3.2.1. Design experimental
Para identificar o impacto das ações desenvolvidas, a medição é realizada no grupo de participantes e em um grupo de controle.
¿Para que são usados os grupos de controle?
Como é necessário fazer a comparação de populações pertencentes a um mesmo universo (por exemplo: jovens)
3.2.1. Design experimental
Este termo é utilizado para expressar a garantia de que os impactos são realmente atribuíveis à ação formativa e não teriam sido gerados se a ação não tivesse sido realizada.
A formação de um grupo de controle é realizada para estabelecer o chamado cenário contrafactual.
Os membros do grupo de controle, por definição, não devem ter participado das ações de treinamento avaliadas.
Esses grupos coincidem em suas características fundamentais, ou pelo menos naquelas consideradas críticas e que podem influenciar no impacto esperado.
3.2.1. Design experimental
Os dois grupos devem ser formados antes do início das ações e, para garantir que sejam semelhantes, os membros devem ser atribuídos através de procedimentos estatísticos.
3.2.1. Design experimental
Nesse desenho, a mensuração da (s) variável (is) de impacto (por exemplo: salário ou emprego) é realizada em ambos os grupos, uma vez que os participantes tenham recebido os benefícios da ação. Quando a variável de impacto é medida antes do início do projeto, a "linha de base" da avaliação é estabelecida.

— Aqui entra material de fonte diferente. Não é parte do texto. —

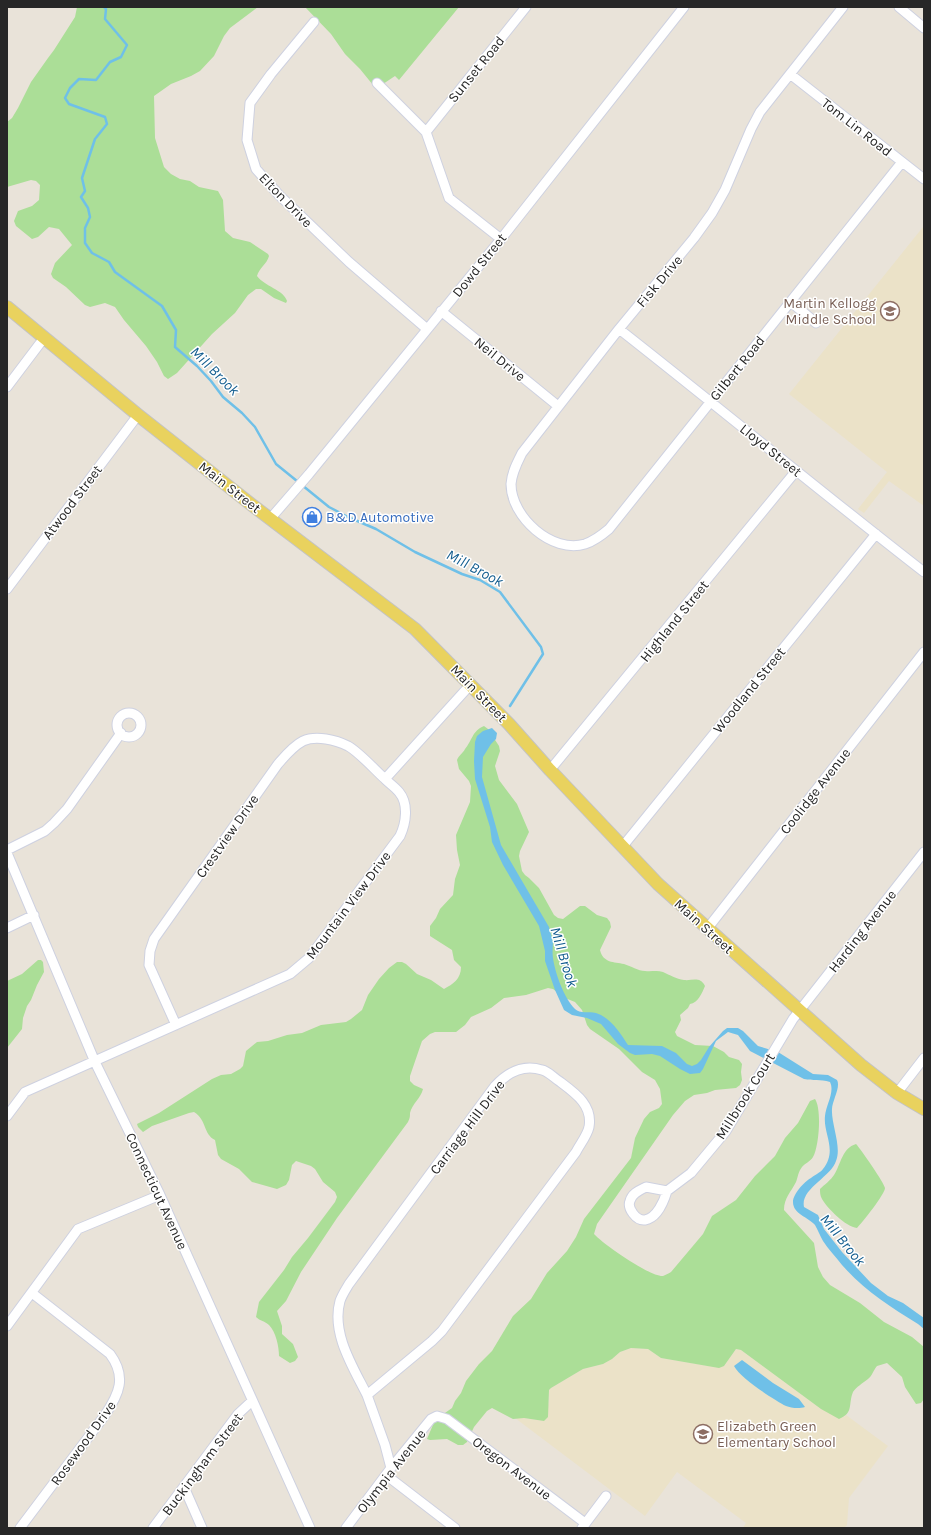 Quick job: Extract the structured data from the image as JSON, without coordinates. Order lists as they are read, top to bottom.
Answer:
{
  "streets": {
    "main road": ["Main Street"],
    "street": [
      "Sunset Road",
      "Tom Lin Road",
      "Elton Drive",
      "Dowd Street",
      "Fisk Drive",
      "Neil Drive",
      "Gilbert Road",
      "Lloyd Street",
      "Atwood Street",
      "Highland Street",
      "Woodland Street",
      "Coolidge Avenue",
      "Crestview Drive",
      "Mountain View Drive",
      "Harding Avenue",
      "Millbrook Court",
      "Carriage Hill Drive",
      "Connecticut Avenue",
      "Rosewood Drive",
      "Buckingham Street",
      "Oregon Avenue",
      "Olympia Avenue"
    ]
  },
  "crossings": [
    ["Tom Lin Road", "Fisk Drive"],
    ["Tom Lin Road", "Gilbert Road"],
    ["Elton Drive", "Dowd Street"],
    ["Dowd Street", "Neil Drive"],
    ["Dowd Street", "Main Street"],
    ["Fisk Drive", "Neil Drive"],
    ["Fisk Drive", "Gilbert Road"],
    ["Fisk Drive", "Lloyd Street"],
    ["Gilbert Road", "Lloyd Street"],
    ["Lloyd Street", "Highland Street"],
    ["Lloyd Street", "Woodland Street"],
    ["Main Street", "Atwood Street"],
    ["Main Street", "Highland Street"],
    ["Main Street", "Woodland Street"],
    ["Main Street", "Coolidge Avenue"],
    ["Main Street", "Harding Avenue"],
    ["Main Street", "Millbrook Court"],
    ["Crestview Drive", "Mountain View Drive"],
    ["Mountain View Drive", "Connecticut Avenue"],
    ["Harding Avenue", "Millbrook Court"],
    ["Carriage Hill Drive", "Olympia Avenue"],
    ["Connecticut Avenue", "Buckingham Street"],
    ["Oregon Avenue", "Olympia Avenue"]
  ],
  "water": ["Mill Brook"],
  "places": {
    "school or university": ["Martin Kellogg Middle School", "Elizabeth Green Elementary School"],
    "shop": ["B&D Automotive"]
  }
}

Em alguns casos, dada a dificuldade de definir a linha de base, as medidas são feitas em ambos os grupos após as intervenções e o impacto é estabelecido pela diferença encontrada.
3.2.1. Design experimental
Esses modelos precisam sustentar as condições experimentais ao longo de toda a avaliação, evitando que os integrantes do grupo de controle participem da ação formativa, gerando críticas do ponto de vista ético e político.
3.2.1. Design experimental
Embora seja um método que, em tese, garante condições “quimicamente puras” e visa reproduzir um ambiente laboratorial, na prática confere à avaliação de impacto um matiz excessivamente científico que a torna difícil de aplicar e impraticável, dissuadindo muitos atores do seu uso.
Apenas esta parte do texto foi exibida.